### PROBLEM TO SOLVE
Nothing should be left out. Transcribe the entries exactly as written.

RECORDS SHOWN Block Start

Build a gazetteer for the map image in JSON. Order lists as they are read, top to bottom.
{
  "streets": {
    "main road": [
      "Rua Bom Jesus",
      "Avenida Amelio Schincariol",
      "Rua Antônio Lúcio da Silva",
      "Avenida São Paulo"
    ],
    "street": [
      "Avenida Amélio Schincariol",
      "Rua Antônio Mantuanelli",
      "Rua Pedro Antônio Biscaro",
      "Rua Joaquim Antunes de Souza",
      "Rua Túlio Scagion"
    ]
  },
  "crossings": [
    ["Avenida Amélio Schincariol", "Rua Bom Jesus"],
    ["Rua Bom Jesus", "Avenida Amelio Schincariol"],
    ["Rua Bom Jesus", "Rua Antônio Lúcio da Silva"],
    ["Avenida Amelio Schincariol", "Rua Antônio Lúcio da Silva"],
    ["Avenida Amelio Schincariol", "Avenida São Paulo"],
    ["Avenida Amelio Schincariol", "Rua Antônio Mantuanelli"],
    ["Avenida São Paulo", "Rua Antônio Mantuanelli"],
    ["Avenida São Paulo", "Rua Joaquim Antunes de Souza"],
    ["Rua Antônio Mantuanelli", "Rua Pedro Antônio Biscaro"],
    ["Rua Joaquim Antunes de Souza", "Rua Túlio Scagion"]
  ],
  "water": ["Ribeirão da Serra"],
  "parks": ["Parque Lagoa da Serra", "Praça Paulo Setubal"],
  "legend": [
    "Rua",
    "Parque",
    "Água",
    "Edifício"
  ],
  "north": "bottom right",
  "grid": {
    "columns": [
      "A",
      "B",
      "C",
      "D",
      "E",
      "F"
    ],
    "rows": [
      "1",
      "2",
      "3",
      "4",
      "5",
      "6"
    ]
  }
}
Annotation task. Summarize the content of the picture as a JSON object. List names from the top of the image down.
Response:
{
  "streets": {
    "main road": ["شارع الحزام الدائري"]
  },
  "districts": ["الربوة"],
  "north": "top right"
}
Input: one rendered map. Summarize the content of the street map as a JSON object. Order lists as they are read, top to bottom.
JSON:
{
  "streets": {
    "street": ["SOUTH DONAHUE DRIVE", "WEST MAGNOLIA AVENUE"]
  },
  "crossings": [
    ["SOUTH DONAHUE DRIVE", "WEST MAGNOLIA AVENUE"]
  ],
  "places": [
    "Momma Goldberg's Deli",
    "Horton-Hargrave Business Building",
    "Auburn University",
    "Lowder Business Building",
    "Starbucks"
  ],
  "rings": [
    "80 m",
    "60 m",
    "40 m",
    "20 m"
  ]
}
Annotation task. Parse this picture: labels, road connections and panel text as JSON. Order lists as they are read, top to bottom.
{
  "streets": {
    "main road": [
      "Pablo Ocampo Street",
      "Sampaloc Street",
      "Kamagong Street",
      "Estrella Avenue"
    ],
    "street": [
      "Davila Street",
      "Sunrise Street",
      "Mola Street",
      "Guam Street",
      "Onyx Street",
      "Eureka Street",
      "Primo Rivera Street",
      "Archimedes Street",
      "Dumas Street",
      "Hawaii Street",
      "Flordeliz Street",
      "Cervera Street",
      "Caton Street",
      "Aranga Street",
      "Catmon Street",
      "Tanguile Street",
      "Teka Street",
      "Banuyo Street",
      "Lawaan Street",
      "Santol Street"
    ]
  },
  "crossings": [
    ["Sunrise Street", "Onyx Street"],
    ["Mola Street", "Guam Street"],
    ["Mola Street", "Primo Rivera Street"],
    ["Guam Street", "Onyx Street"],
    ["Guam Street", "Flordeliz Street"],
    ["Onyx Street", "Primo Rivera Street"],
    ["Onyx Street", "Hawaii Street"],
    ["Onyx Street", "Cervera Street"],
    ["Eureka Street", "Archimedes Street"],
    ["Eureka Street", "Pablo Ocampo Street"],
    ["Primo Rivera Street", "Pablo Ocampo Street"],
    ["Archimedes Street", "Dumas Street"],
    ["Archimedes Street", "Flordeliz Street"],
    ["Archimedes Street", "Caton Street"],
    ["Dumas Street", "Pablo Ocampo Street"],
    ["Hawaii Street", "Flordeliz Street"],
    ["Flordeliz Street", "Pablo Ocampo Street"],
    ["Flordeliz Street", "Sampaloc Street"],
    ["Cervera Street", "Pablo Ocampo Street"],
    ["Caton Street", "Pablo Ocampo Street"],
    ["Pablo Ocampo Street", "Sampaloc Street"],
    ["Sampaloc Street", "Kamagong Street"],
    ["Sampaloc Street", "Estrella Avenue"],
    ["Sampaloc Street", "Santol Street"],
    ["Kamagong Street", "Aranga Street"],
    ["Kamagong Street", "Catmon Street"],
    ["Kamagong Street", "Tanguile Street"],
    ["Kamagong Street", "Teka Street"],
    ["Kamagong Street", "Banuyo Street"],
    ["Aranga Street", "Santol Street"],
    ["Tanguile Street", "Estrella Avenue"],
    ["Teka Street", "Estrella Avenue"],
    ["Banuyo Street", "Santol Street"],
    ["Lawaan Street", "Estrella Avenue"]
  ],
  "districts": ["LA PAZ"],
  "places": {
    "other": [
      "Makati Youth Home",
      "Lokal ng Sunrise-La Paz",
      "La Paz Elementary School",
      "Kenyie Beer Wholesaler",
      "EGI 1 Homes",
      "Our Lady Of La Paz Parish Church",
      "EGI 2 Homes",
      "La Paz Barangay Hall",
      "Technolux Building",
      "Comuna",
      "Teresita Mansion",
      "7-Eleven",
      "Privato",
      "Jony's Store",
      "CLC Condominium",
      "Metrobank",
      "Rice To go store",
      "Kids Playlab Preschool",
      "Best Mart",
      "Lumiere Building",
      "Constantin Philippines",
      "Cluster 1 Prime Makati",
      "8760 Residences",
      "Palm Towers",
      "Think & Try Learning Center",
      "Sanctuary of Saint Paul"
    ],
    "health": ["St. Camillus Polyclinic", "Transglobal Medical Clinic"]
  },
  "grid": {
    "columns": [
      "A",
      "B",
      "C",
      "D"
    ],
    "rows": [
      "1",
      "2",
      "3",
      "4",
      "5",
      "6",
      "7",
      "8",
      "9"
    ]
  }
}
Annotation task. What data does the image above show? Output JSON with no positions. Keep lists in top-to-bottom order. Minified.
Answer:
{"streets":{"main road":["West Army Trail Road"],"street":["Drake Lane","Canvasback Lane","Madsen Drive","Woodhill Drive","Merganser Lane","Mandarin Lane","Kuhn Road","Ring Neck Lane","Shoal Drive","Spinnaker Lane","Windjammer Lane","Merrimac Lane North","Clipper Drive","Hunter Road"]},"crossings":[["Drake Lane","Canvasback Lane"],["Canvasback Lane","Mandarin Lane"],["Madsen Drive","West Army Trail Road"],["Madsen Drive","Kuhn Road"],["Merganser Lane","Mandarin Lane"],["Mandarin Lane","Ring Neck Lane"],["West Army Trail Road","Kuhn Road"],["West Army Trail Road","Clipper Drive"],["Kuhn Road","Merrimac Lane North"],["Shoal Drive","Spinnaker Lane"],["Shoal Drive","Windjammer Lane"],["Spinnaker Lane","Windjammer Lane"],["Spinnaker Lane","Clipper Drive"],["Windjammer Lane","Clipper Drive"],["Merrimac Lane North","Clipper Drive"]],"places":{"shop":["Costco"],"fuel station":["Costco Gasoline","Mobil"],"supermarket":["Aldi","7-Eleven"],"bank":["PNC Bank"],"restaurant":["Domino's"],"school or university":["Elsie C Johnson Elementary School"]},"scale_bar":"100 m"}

RECORDS SHOWN Block End

### TASK SOLUTION
Build a gazetteer for the map image in JSON. Order lists as they are read, top to bottom.
{
  "streets": {
    "main road": [
      "Rua Bom Jesus",
      "Avenida Amelio Schincariol",
      "Rua Antônio Lúcio da Silva",
      "Avenida São Paulo"
    ],
    "street": [
      "Avenida Amélio Schincariol",
      "Rua Antônio Mantuanelli",
      "Rua Pedro Antônio Biscaro",
      "Rua Joaquim Antunes de Souza",
      "Rua Túlio Scagion"
    ]
  },
  "crossings": [
    ["Avenida Amélio Schincariol", "Rua Bom Jesus"],
    ["Rua Bom Jesus", "Avenida Amelio Schincariol"],
    ["Rua Bom Jesus", "Rua Antônio Lúcio da Silva"],
    ["Avenida Amelio Schincariol", "Rua Antônio Lúcio da Silva"],
    ["Avenida Amelio Schincariol", "Avenida São Paulo"],
    ["Avenida Amelio Schincariol", "Rua Antônio Mantuanelli"],
    ["Avenida São Paulo", "Rua Antônio Mantuanelli"],
    ["Avenida São Paulo", "Rua Joaquim Antunes de Souza"],
    ["Rua Antônio Mantuanelli", "Rua Pedro Antônio Biscaro"],
    ["Rua Joaquim Antunes de Souza", "Rua Túlio Scagion"]
  ],
  "water": ["Ribeirão da Serra"],
  "parks": ["Parque Lagoa da Serra", "Praça Paulo Setubal"],
  "legend": [
    "Rua",
    "Parque",
    "Água",
    "Edifício"
  ],
  "north": "bottom right",
  "grid": {
    "columns": [
      "A",
      "B",
      "C",
      "D",
      "E",
      "F"
    ],
    "rows": [
      "1",
      "2",
      "3",
      "4",
      "5",
      "6"
    ]
  }
}
Annotation task. Summarize the content of the picture as a JSON object. List names from the top of the image down.
Response:
{
  "streets": {
    "main road": ["شارع الحزام الدائري"]
  },
  "districts": ["الربوة"],
  "north": "top right"
}
Input: one rendered map. Summarize the content of the street map as a JSON object. Order lists as they are read, top to bottom.
JSON:
{
  "streets": {
    "street": ["SOUTH DONAHUE DRIVE", "WEST MAGNOLIA AVENUE"]
  },
  "crossings": [
    ["SOUTH DONAHUE DRIVE", "WEST MAGNOLIA AVENUE"]
  ],
  "places": [
    "Momma Goldberg's Deli",
    "Horton-Hargrave Business Building",
    "Auburn University",
    "Lowder Business Building",
    "Starbucks"
  ],
  "rings": [
    "80 m",
    "60 m",
    "40 m",
    "20 m"
  ]
}
Annotation task. Parse this picture: labels, road connections and panel text as JSON. Order lists as they are read, top to bottom.
{
  "streets": {
    "main road": [
      "Pablo Ocampo Street",
      "Sampaloc Street",
      "Kamagong Street",
      "Estrella Avenue"
    ],
    "street": [
      "Davila Street",
      "Sunrise Street",
      "Mola Street",
      "Guam Street",
      "Onyx Street",
      "Eureka Street",
      "Primo Rivera Street",
      "Archimedes Street",
      "Dumas Street",
      "Hawaii Street",
      "Flordeliz Street",
      "Cervera Street",
      "Caton Street",
      "Aranga Street",
      "Catmon Street",
      "Tanguile Street",
      "Teka Street",
      "Banuyo Street",
      "Lawaan Street",
      "Santol Street"
    ]
  },
  "crossings": [
    ["Sunrise Street", "Onyx Street"],
    ["Mola Street", "Guam Street"],
    ["Mola Street", "Primo Rivera Street"],
    ["Guam Street", "Onyx Street"],
    ["Guam Street", "Flordeliz Street"],
    ["Onyx Street", "Primo Rivera Street"],
    ["Onyx Street", "Hawaii Street"],
    ["Onyx Street", "Cervera Street"],
    ["Eureka Street", "Archimedes Street"],
    ["Eureka Street", "Pablo Ocampo Street"],
    ["Primo Rivera Street", "Pablo Ocampo Street"],
    ["Archimedes Street", "Dumas Street"],
    ["Archimedes Street", "Flordeliz Street"],
    ["Archimedes Street", "Caton Street"],
    ["Dumas Street", "Pablo Ocampo Street"],
    ["Hawaii Street", "Flordeliz Street"],
    ["Flordeliz Street", "Pablo Ocampo Street"],
    ["Flordeliz Street", "Sampaloc Street"],
    ["Cervera Street", "Pablo Ocampo Street"],
    ["Caton Street", "Pablo Ocampo Street"],
    ["Pablo Ocampo Street", "Sampaloc Street"],
    ["Sampaloc Street", "Kamagong Street"],
    ["Sampaloc Street", "Estrella Avenue"],
    ["Sampaloc Street", "Santol Street"],
    ["Kamagong Street", "Aranga Street"],
    ["Kamagong Street", "Catmon Street"],
    ["Kamagong Street", "Tanguile Street"],
    ["Kamagong Street", "Teka Street"],
    ["Kamagong Street", "Banuyo Street"],
    ["Aranga Street", "Santol Street"],
    ["Tanguile Street", "Estrella Avenue"],
    ["Teka Street", "Estrella Avenue"],
    ["Banuyo Street", "Santol Street"],
    ["Lawaan Street", "Estrella Avenue"]
  ],
  "districts": ["LA PAZ"],
  "places": {
    "other": [
      "Makati Youth Home",
      "Lokal ng Sunrise-La Paz",
      "La Paz Elementary School",
      "Kenyie Beer Wholesaler",
      "EGI 1 Homes",
      "Our Lady Of La Paz Parish Church",
      "EGI 2 Homes",
      "La Paz Barangay Hall",
      "Technolux Building",
      "Comuna",
      "Teresita Mansion",
      "7-Eleven",
      "Privato",
      "Jony's Store",
      "CLC Condominium",
      "Metrobank",
      "Rice To go store",
      "Kids Playlab Preschool",
      "Best Mart",
      "Lumiere Building",
      "Constantin Philippines",
      "Cluster 1 Prime Makati",
      "8760 Residences",
      "Palm Towers",
      "Think & Try Learning Center",
      "Sanctuary of Saint Paul"
    ],
    "health": ["St. Camillus Polyclinic", "Transglobal Medical Clinic"]
  },
  "grid": {
    "columns": [
      "A",
      "B",
      "C",
      "D"
    ],
    "rows": [
      "1",
      "2",
      "3",
      "4",
      "5",
      "6",
      "7",
      "8",
      "9"
    ]
  }
}
Annotation task. What data does the image above show? Output JSON with no positions. Keep lists in top-to-bottom order. Minified.
Answer:
{"streets":{"main road":["West Army Trail Road"],"street":["Drake Lane","Canvasback Lane","Madsen Drive","Woodhill Drive","Merganser Lane","Mandarin Lane","Kuhn Road","Ring Neck Lane","Shoal Drive","Spinnaker Lane","Windjammer Lane","Merrimac Lane North","Clipper Drive","Hunter Road"]},"crossings":[["Drake Lane","Canvasback Lane"],["Canvasback Lane","Mandarin Lane"],["Madsen Drive","West Army Trail Road"],["Madsen Drive","Kuhn Road"],["Merganser Lane","Mandarin Lane"],["Mandarin Lane","Ring Neck Lane"],["West Army Trail Road","Kuhn Road"],["West Army Trail Road","Clipper Drive"],["Kuhn Road","Merrimac Lane North"],["Shoal Drive","Spinnaker Lane"],["Shoal Drive","Windjammer Lane"],["Spinnaker Lane","Windjammer Lane"],["Spinnaker Lane","Clipper Drive"],["Windjammer Lane","Clipper Drive"],["Merrimac Lane North","Clipper Drive"]],"places":{"shop":["Costco"],"fuel station":["Costco Gasoline","Mobil"],"supermarket":["Aldi","7-Eleven"],"bank":["PNC Bank"],"restaurant":["Domino's"],"school or university":["Elsie C Johnson Elementary School"]},"scale_bar":"100 m"}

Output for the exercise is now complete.